There are two MBM events(total and local) in each group.
We should provide an interface to assign each event independently.
User can assign only one event in a group. We should also provide an
option assign both the events in the group. This needs to be done at
resctrl group level.

> 
>>>> c. Read the monitor states. There will be new file "monitor_state"
>>>>    for each monitor group when ABMC feature is enabled. By default,
>>>>    both total and local MBM events are in "unassign" state.
>>>> 	
>>>> 	#cat /sys/fs/resctrl/monitor_state 
>>>> 	total=unassign;local=unassign
>>>> 	
>>>> d. Read the event mbm_total_bytes and mbm_local_bytes. Note that MBA
>>>>    events are not available until the user assigns the events explicitly.
>>>>    Users need to assign the counters to monitor the events in this mode.
>>>> 	
>>>> 	#cat /sys/fs/resctrl/mon_data/mon_L3_00/mbm_total_bytes
>>>> 	Unavailable
>>>
>>> How is the llc_occupancy event impacted when ABMC is enabled? Can all RMIDs
>>> still be used to track cache occupancy?
>>
>> llc_occupancy event is not impacted by ABMC mode. It can be still used to
>> track cache occupancy.
>>
>>>
>>>> 	
>>>> 	#cat /sys/fs/resctrl/mon_data/mon_L3_00/mbm_local_bytes 
>>>> 	Unavailable
>>>
>>> I believe that "Unavailable" already has an accepted meaning within current
>>> interface and is associated with temporary failure. Even the AMD spec states "This
>>> is generally a temporary condition and subsequent reads may succeed". In the
>>> scenario above there is no chance that this counter would produce a value later.
>>> I do not think it is ideal to overload existing interface with different meanings
>>> associated with a new hardware specific feature ... something like "Disabled" seems
>>> more appropriate.
>>
>> Hardware still reports it as unavailable. Also, there are some error cases
>> hardware can report unavailable. We may not be able to differentiate that.
> 
> This highlights that this resctrl feature is currently latched to AMD's 
> ABMC. I do not think we should require that this resctrl feature is backed
> by hardware that can support reads of counters that are disabled. A counter
> read really only needs to be sent to hardware if it is enabled.
> 
>>> Considering this we may even consider using these files themselves as a
>>> way to enable the counters if they are disabled. For example, just
>>> "echo 1 > /sys/fs/resctrl/mon_data/mon_L3_00/mbm_total_bytes" can be used
>>
>> I am not sure about this. This is specific to domain 0. This group can
>> have cpus from multiple domains. I think we should have the interface for
>> all the domains(not for specific domain).
> 
> Are the ABMC registers not per CPU? This is unclear to me at this time
> since changelog of patch #13 states it is per-CPU but yet the code
> uses smp_call_function_any().

Here are the clarifications from hardware engineer about this.

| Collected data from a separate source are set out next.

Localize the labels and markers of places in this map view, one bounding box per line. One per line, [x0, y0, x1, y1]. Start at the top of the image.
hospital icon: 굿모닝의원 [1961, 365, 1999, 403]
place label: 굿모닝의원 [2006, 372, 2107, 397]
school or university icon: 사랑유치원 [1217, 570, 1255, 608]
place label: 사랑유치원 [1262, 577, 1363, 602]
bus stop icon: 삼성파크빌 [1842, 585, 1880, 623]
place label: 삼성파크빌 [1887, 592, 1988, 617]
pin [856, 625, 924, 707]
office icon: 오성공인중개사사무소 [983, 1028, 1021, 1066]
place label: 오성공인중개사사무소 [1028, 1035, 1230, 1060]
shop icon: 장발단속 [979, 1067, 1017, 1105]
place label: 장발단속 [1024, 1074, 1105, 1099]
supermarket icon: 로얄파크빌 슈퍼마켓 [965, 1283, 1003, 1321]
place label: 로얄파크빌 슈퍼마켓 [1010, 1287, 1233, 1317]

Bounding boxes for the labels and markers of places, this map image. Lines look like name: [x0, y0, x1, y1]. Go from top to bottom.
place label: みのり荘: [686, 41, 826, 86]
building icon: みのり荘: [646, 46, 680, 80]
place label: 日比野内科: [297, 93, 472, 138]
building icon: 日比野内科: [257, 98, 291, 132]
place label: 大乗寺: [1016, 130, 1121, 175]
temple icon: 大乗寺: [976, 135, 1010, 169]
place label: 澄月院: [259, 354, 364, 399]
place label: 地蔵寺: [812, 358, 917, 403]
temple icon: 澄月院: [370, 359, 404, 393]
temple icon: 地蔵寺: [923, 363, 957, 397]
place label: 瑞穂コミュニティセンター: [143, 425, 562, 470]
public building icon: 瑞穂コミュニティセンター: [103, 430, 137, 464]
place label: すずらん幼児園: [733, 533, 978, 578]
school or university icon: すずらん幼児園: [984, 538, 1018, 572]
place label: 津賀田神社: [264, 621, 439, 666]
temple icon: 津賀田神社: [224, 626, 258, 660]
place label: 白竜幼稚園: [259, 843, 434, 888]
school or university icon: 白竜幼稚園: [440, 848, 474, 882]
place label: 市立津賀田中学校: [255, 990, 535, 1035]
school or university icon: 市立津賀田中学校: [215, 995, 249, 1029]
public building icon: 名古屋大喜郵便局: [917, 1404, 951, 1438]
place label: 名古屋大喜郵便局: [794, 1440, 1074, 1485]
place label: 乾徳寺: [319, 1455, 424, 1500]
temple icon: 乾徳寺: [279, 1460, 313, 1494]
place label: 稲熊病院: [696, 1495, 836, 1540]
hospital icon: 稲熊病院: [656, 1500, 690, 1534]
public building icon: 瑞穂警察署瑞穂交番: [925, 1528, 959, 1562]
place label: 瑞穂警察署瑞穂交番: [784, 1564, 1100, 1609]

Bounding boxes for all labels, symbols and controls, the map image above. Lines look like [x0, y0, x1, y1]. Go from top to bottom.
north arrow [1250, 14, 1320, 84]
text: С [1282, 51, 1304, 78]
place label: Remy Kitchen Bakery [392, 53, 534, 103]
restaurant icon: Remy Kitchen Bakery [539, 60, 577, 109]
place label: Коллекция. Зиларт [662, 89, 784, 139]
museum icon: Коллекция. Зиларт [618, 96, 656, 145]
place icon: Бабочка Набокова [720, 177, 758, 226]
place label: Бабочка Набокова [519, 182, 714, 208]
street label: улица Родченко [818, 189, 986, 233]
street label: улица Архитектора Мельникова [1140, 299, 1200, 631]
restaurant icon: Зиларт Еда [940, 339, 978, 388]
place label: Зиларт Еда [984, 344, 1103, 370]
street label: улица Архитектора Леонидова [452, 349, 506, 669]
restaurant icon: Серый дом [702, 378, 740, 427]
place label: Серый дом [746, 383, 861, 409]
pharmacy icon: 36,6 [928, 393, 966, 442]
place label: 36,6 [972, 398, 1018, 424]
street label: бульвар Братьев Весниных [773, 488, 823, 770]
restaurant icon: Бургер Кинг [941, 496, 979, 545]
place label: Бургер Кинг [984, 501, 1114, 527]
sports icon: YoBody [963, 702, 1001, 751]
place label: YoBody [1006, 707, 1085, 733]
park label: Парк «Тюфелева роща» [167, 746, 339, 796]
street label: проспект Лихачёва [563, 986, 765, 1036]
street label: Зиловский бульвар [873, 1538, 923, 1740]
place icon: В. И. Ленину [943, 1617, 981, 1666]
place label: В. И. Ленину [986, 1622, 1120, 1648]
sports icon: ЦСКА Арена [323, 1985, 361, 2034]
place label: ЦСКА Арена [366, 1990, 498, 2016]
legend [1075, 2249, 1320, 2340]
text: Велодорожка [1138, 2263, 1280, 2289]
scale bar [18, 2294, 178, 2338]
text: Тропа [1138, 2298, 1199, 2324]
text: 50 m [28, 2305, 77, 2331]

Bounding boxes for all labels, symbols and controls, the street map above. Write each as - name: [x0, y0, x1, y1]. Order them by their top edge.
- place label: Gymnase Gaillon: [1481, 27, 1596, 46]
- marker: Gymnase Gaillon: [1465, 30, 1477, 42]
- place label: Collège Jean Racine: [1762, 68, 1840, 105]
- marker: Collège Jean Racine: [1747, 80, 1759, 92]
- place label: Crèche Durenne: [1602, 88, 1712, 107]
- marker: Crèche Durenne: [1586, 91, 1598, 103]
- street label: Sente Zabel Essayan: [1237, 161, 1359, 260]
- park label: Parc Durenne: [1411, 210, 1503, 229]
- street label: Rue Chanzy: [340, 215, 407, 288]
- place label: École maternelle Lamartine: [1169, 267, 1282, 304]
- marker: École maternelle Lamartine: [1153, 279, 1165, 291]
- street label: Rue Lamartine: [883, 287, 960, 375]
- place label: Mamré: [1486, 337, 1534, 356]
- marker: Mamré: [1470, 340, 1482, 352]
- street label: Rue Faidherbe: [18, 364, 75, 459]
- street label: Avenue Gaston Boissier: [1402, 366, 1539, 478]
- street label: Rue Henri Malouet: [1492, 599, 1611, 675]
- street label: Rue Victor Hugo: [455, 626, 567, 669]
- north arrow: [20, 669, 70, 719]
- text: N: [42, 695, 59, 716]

# While configuring the counter, should we have to write (L3_QOS_ABMC_CFG)
on all the logical processors in a domain?

No.  In order to configure a specific counter, you only need to write it
on a  single logical processor in a domain.  Configuring the actual ABMC
counter is a side-effect of the write to this register.  And the actual
ABMC counter configuration is a  global state.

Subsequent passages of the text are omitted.